Repeat the listing below in full and exactly, but without its pictures.
- - -
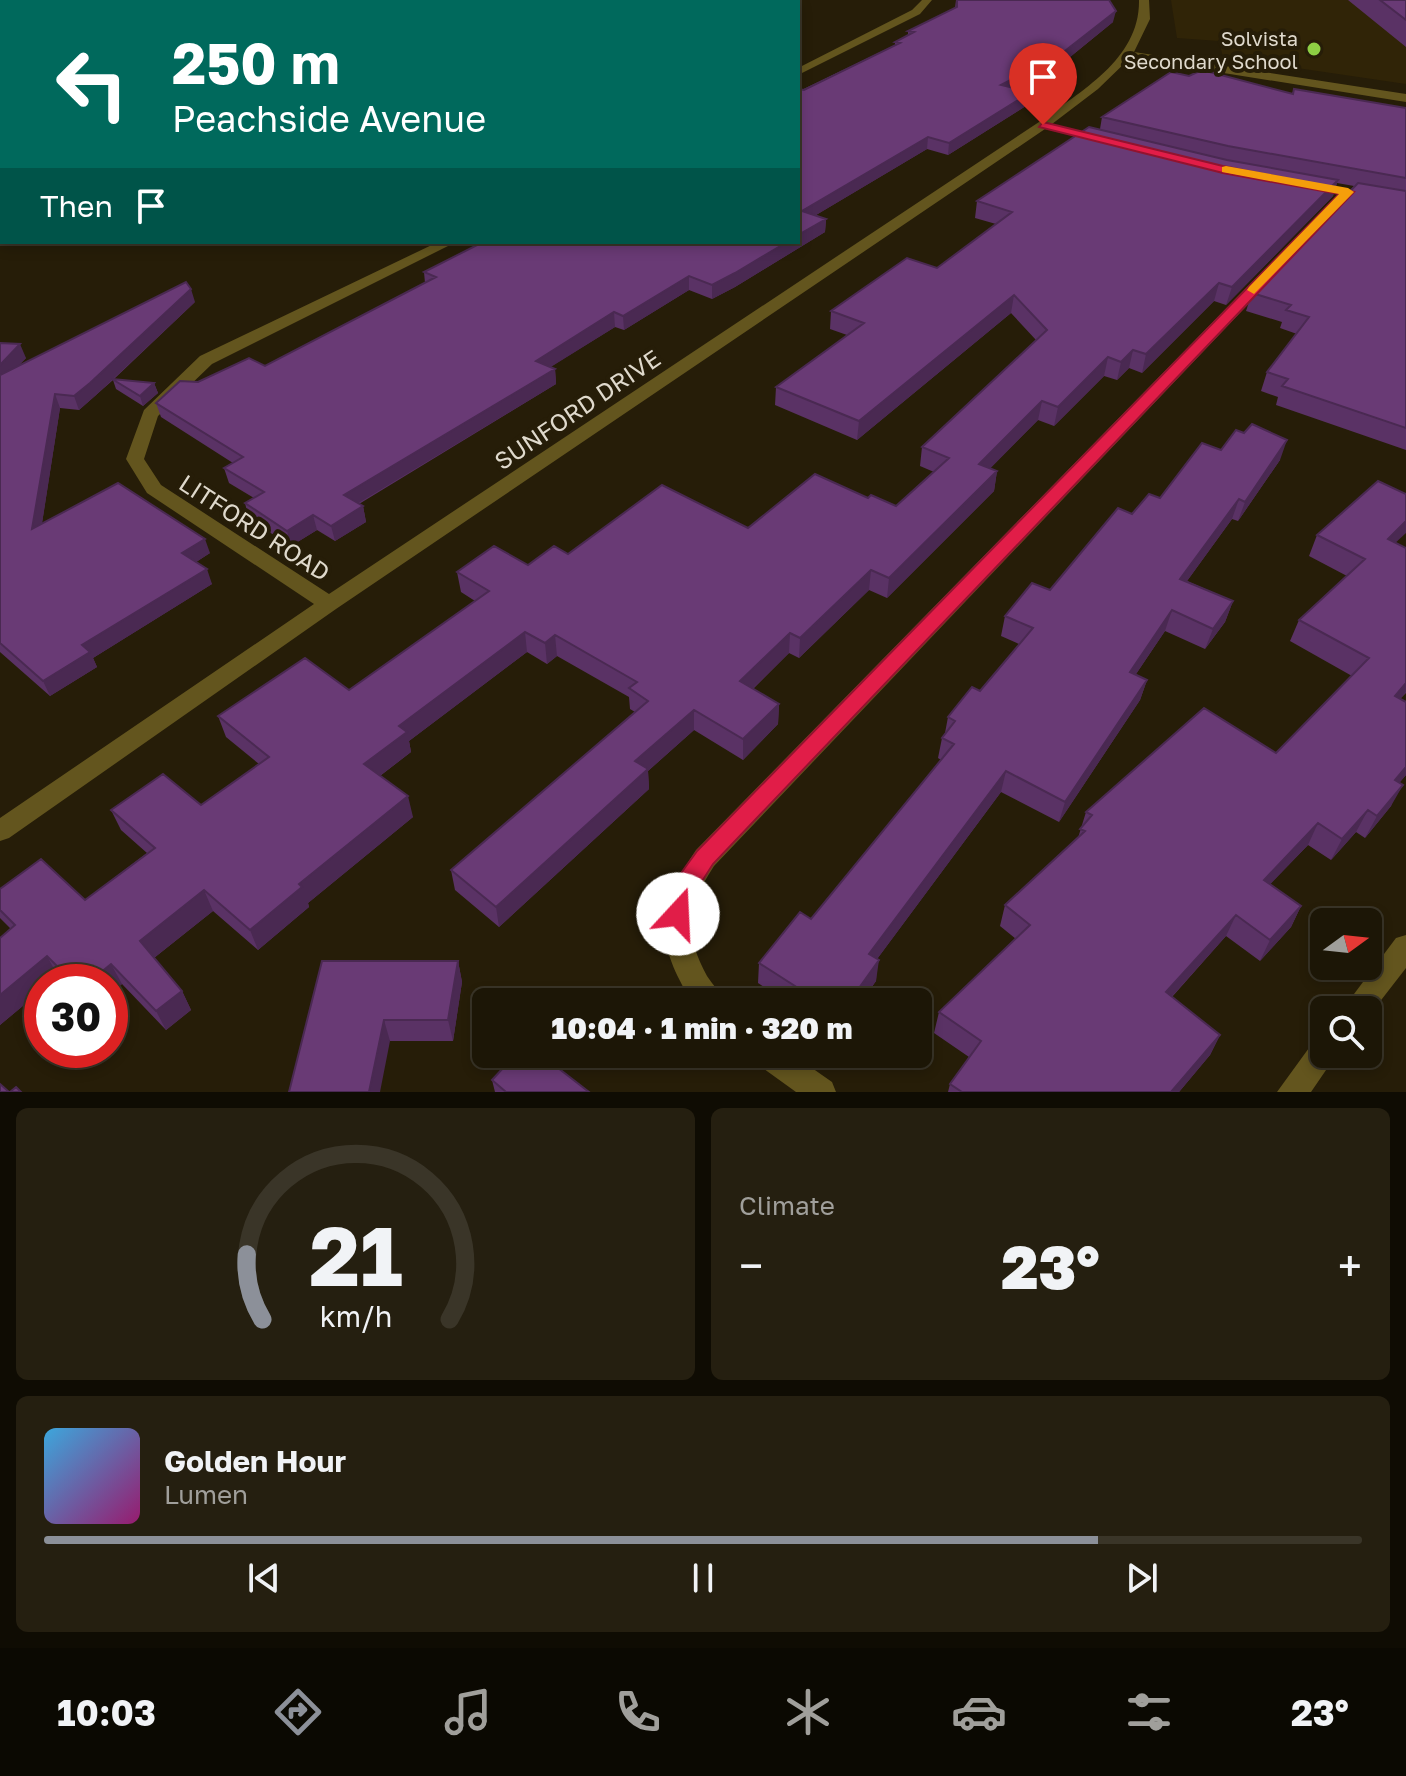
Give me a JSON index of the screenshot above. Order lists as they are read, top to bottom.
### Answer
{
  "streets": {
    "street": ["SUNFORD DRIVE", "LITFORD ROAD"]
  },
  "crossings": [
    ["SUNFORD DRIVE", "LITFORD ROAD"]
  ],
  "places": ["Solvista Secondary School"],
  "north": "right",
  "page": {
    "turn": ["250 m", "Peachside Avenue"],
    "then": "Then",
    "limit": "30",
    "trip": "10:04 · 1 min · 320 m",
    "tile": "Climate",
    "heat": ["−", "23°", "+"],
    "song": ["Golden Hour", "Lumen"],
    "tabs": ["10:03", "23°"],
    "gauge": ["21", "km/h"]
  }
}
- - -
(TASK RESULT)
Give me a JSON index of the screenshot above. Order lists as they are read, top to bottom.
### Answer
{
  "streets": {
    "street": ["SUNFORD DRIVE", "LITFORD ROAD"]
  },
  "crossings": [
    ["SUNFORD DRIVE", "LITFORD ROAD"]
  ],
  "places": ["Solvista Secondary School"],
  "north": "right",
  "page": {
    "turn": ["250 m", "Peachside Avenue"],
    "then": "Then",
    "limit": "30",
    "trip": "10:04 · 1 min · 320 m",
    "tile": "Climate",
    "heat": ["−", "23°", "+"],
    "song": ["Golden Hour", "Lumen"],
    "tabs": ["10:03", "23°"],
    "gauge": ["21", "km/h"]
  }
}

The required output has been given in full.